Two queries. Regardless of how many posts are in the result set, Dataloader batches all author lookups into one query and all comment lookups into another. That's the difference between an API that works in development and one that survives production.


Real-Time with Subscriptions

Phoenix Channels provide the WebSocket infrastructure; Absinthe subscriptions provide the GraphQL semantics. Together they enable real-time features with minimal ceremony.

Define subscription fields in your schema.

subscription do
  @desc "Subscribe to new comments on a post"
  field :comment_added, :comment do
    arg :post_id, non_null(:id)

    config fn args, _context ->
      {:ok, topic: "post:#{args.post_id}:comments"}
    end

    trigger :create_comment,
      topic: fn comment ->
        "post:#{comment.post_id}:comments"
      end
  end

  @desc "Subscribe to post updates"
  field :post_updated, :post do
    arg :id, non_null(:id)

    config fn args, _context ->
      {:ok, topic: "post:#{args.id}"}
    end
  end
end

Configure your socket to handle Absinthe subscriptions.

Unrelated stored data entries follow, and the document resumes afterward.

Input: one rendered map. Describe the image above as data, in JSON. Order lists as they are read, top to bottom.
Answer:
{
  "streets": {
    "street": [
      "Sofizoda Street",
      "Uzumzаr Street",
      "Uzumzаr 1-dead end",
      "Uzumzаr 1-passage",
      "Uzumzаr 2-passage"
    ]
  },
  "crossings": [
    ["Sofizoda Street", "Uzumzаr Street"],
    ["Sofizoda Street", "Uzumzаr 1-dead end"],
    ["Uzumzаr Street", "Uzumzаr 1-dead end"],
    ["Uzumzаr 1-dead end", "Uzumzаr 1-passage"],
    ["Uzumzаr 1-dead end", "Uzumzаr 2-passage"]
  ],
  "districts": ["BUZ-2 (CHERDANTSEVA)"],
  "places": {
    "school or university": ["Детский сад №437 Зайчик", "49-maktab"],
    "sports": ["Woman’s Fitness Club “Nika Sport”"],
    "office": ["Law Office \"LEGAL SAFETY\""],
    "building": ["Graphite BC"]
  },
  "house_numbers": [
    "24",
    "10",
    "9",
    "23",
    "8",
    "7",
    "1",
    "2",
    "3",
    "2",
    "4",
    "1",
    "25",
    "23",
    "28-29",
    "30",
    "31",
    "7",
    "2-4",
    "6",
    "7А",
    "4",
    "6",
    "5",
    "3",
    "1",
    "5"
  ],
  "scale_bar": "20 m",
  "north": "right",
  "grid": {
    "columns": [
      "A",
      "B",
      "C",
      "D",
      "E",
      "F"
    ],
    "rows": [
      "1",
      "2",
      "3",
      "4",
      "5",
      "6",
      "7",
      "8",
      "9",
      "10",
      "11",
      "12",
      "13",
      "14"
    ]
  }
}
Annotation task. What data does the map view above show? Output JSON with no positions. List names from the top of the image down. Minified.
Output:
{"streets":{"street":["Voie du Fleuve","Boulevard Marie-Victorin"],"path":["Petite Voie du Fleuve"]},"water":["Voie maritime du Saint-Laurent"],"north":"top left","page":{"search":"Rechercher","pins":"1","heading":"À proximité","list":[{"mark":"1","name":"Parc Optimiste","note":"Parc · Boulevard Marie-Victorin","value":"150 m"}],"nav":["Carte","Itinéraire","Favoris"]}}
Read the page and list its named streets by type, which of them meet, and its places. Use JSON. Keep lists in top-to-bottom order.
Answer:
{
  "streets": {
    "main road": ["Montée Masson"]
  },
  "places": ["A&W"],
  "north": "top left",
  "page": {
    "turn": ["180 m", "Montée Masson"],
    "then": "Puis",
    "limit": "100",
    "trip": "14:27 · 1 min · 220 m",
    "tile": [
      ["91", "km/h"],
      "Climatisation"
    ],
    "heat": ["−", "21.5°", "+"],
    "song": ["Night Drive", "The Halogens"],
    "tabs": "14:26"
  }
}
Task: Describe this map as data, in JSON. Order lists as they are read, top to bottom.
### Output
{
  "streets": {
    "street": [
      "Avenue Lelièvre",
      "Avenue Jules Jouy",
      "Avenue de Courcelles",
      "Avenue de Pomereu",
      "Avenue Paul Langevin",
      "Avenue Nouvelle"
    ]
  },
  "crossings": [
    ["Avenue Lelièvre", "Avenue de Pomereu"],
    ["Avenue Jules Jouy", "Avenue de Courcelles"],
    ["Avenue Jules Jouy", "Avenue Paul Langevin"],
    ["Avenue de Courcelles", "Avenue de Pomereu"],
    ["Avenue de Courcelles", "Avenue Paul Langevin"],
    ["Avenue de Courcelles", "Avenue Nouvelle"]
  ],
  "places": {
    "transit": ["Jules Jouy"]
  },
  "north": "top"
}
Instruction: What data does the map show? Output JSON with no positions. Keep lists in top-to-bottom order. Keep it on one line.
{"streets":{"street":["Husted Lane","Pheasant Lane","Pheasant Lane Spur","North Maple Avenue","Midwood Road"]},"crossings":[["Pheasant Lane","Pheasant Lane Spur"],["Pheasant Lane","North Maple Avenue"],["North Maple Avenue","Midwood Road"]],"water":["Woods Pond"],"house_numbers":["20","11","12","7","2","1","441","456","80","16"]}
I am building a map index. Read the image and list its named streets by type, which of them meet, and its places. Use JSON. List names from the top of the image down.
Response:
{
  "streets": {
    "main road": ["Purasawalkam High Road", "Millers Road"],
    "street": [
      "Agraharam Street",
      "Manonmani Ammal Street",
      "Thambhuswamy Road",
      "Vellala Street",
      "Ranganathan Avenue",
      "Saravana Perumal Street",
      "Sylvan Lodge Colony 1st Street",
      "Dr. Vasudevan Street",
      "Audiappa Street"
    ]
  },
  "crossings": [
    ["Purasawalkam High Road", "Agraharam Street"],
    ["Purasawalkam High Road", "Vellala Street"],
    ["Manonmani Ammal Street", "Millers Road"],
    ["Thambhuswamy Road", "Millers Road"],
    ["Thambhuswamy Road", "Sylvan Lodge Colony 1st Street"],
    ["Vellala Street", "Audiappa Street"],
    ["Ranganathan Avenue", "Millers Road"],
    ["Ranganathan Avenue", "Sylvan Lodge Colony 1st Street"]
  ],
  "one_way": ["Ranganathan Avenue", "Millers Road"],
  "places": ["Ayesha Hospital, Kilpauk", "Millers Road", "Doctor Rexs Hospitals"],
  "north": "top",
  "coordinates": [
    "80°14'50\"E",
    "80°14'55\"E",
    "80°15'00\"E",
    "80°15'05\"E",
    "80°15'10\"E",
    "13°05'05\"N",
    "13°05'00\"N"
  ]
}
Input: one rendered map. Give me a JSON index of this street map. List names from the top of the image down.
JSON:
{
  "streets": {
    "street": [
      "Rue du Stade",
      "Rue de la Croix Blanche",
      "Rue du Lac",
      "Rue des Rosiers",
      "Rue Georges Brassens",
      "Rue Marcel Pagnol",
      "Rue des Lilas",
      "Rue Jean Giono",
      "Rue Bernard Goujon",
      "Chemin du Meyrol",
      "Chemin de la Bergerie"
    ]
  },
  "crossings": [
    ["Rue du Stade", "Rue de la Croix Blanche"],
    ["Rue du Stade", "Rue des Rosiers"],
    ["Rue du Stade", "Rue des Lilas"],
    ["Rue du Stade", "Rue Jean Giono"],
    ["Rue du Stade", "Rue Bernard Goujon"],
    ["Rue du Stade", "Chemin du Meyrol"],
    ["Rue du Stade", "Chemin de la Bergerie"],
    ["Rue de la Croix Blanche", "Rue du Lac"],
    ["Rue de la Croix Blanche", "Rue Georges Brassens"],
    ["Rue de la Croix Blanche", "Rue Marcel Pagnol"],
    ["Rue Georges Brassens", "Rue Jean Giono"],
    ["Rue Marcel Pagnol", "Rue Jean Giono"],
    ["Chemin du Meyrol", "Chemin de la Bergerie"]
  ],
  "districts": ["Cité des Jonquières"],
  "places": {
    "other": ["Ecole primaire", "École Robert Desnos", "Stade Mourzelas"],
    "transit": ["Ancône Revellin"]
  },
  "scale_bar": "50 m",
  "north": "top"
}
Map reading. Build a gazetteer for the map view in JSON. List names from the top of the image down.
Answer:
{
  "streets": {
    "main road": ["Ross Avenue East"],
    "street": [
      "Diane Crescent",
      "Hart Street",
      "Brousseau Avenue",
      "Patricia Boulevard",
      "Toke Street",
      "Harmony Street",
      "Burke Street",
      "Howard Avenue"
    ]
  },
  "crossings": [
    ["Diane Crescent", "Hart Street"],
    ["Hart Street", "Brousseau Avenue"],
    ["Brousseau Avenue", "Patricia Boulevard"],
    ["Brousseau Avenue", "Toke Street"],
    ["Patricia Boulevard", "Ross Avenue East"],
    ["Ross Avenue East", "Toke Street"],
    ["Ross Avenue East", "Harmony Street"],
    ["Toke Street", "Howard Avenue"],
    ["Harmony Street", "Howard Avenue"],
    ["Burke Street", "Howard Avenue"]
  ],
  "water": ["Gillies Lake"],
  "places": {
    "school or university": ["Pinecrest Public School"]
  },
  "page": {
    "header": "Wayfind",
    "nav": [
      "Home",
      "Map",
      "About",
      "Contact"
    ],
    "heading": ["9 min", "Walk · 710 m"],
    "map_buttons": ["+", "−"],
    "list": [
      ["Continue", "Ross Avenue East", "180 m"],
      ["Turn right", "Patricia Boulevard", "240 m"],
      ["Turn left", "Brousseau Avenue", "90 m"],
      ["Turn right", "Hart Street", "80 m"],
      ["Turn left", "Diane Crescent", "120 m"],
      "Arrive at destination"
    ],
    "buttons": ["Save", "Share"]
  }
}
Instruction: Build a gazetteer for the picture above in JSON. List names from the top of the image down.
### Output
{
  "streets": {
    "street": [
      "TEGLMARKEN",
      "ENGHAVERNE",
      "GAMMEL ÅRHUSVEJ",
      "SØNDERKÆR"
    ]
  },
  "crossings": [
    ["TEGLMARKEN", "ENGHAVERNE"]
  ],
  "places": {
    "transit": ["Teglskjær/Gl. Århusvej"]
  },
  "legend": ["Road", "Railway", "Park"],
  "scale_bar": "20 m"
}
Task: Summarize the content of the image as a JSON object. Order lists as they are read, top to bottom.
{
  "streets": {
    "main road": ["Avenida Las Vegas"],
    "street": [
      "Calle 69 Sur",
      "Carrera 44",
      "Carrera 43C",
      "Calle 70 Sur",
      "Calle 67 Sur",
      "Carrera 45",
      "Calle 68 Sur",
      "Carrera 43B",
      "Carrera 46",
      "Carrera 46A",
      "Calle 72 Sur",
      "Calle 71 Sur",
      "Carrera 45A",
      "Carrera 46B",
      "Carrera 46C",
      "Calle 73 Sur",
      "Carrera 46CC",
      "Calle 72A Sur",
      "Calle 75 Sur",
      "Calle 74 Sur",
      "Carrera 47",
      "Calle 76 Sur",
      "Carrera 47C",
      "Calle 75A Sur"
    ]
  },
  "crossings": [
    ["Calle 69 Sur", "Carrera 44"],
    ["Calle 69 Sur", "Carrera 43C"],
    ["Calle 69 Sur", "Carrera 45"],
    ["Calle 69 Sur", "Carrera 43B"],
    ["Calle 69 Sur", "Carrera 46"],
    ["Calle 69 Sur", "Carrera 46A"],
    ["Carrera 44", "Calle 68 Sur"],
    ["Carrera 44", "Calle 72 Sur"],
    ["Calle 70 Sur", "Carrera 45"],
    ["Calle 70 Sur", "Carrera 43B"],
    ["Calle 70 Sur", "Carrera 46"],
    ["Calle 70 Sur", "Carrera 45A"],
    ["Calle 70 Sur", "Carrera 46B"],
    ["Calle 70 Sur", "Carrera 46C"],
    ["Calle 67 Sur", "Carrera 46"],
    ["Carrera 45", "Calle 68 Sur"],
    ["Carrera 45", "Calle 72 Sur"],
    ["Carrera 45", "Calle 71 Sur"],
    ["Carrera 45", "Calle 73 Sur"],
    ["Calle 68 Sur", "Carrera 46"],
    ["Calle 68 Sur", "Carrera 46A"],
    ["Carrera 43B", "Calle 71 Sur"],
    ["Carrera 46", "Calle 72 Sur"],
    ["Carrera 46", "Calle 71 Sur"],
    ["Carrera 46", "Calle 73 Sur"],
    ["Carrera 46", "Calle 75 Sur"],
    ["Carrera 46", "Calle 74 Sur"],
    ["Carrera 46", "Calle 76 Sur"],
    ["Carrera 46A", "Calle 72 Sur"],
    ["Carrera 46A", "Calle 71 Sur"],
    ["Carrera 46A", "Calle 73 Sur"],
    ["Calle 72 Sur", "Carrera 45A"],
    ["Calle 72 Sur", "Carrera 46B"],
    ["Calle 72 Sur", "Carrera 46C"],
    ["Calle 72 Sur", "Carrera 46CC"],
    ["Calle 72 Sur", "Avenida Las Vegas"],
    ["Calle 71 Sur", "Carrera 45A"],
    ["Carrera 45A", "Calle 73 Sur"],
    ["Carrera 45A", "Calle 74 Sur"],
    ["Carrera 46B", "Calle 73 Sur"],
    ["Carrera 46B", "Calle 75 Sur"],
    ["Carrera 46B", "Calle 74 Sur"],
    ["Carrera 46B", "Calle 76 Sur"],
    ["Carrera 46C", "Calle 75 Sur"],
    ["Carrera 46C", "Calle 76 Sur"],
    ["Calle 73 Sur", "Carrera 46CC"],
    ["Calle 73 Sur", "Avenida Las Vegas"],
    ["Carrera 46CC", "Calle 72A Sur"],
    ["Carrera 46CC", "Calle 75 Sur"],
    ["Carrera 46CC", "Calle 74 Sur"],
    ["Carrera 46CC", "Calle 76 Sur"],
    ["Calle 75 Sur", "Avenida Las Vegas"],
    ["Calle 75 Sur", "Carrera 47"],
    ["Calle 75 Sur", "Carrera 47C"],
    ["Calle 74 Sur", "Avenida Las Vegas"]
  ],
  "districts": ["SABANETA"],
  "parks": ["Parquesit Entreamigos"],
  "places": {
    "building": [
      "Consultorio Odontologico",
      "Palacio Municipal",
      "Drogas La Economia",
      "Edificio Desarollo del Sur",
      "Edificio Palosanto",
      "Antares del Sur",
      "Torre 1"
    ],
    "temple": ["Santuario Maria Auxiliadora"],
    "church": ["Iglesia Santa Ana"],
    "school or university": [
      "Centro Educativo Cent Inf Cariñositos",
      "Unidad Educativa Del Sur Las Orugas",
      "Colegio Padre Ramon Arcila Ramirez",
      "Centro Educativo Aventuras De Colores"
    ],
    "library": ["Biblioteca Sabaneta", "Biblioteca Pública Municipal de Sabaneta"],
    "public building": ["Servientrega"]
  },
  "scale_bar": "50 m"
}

defmodule MyAppWeb.UserSocket do
  use Phoenix.Socket
  use Absinthe.Phoenix.Socket, schema: MyApp.Schema

  def connect(%{"token" => token}, socket, _connect_info) do
    case MyApp.Accounts.verify_token(token) do
      {:ok, user} ->
        socket = Absinthe.Phoenix.Socket.put_options(socket,
          context: %{current_user: user}
        )
        {:ok, socket}
      {:error, _} ->
        :error
    end
  end

  def id(socket), do: "user_socket:#{socket.assigns.current_user.id}"
end

Trigger subscription events when data changes.

defmodule MyApp.Resolvers.Content do
  def create_comment(_parent, %{input: input}, %{context: %{current_user: user}}) do
    case MyApp.Content.create_comment(input, user) do
      {:ok, comment} ->
        Absinthe.Subscription.publish(
          MyAppWeb.Endpoint,
          comment,
          comment_added: "post:#{comment.post_id}:comments"
        )
        {:ok, comment}
      {:error, changeset} ->
        {:error, format_errors(changeset)}
    end
  end
end

Each subscription runs in its own process. The BEAM handles thousands concurrently without the thread-pool contention you'd fight in Node or Java runtimes.beam-process-model I've watched teams try to replicate this with Redis pub/sub and WebSocket libraries in other ecosystems; it works, but the operational overhead is a different order of magnitude.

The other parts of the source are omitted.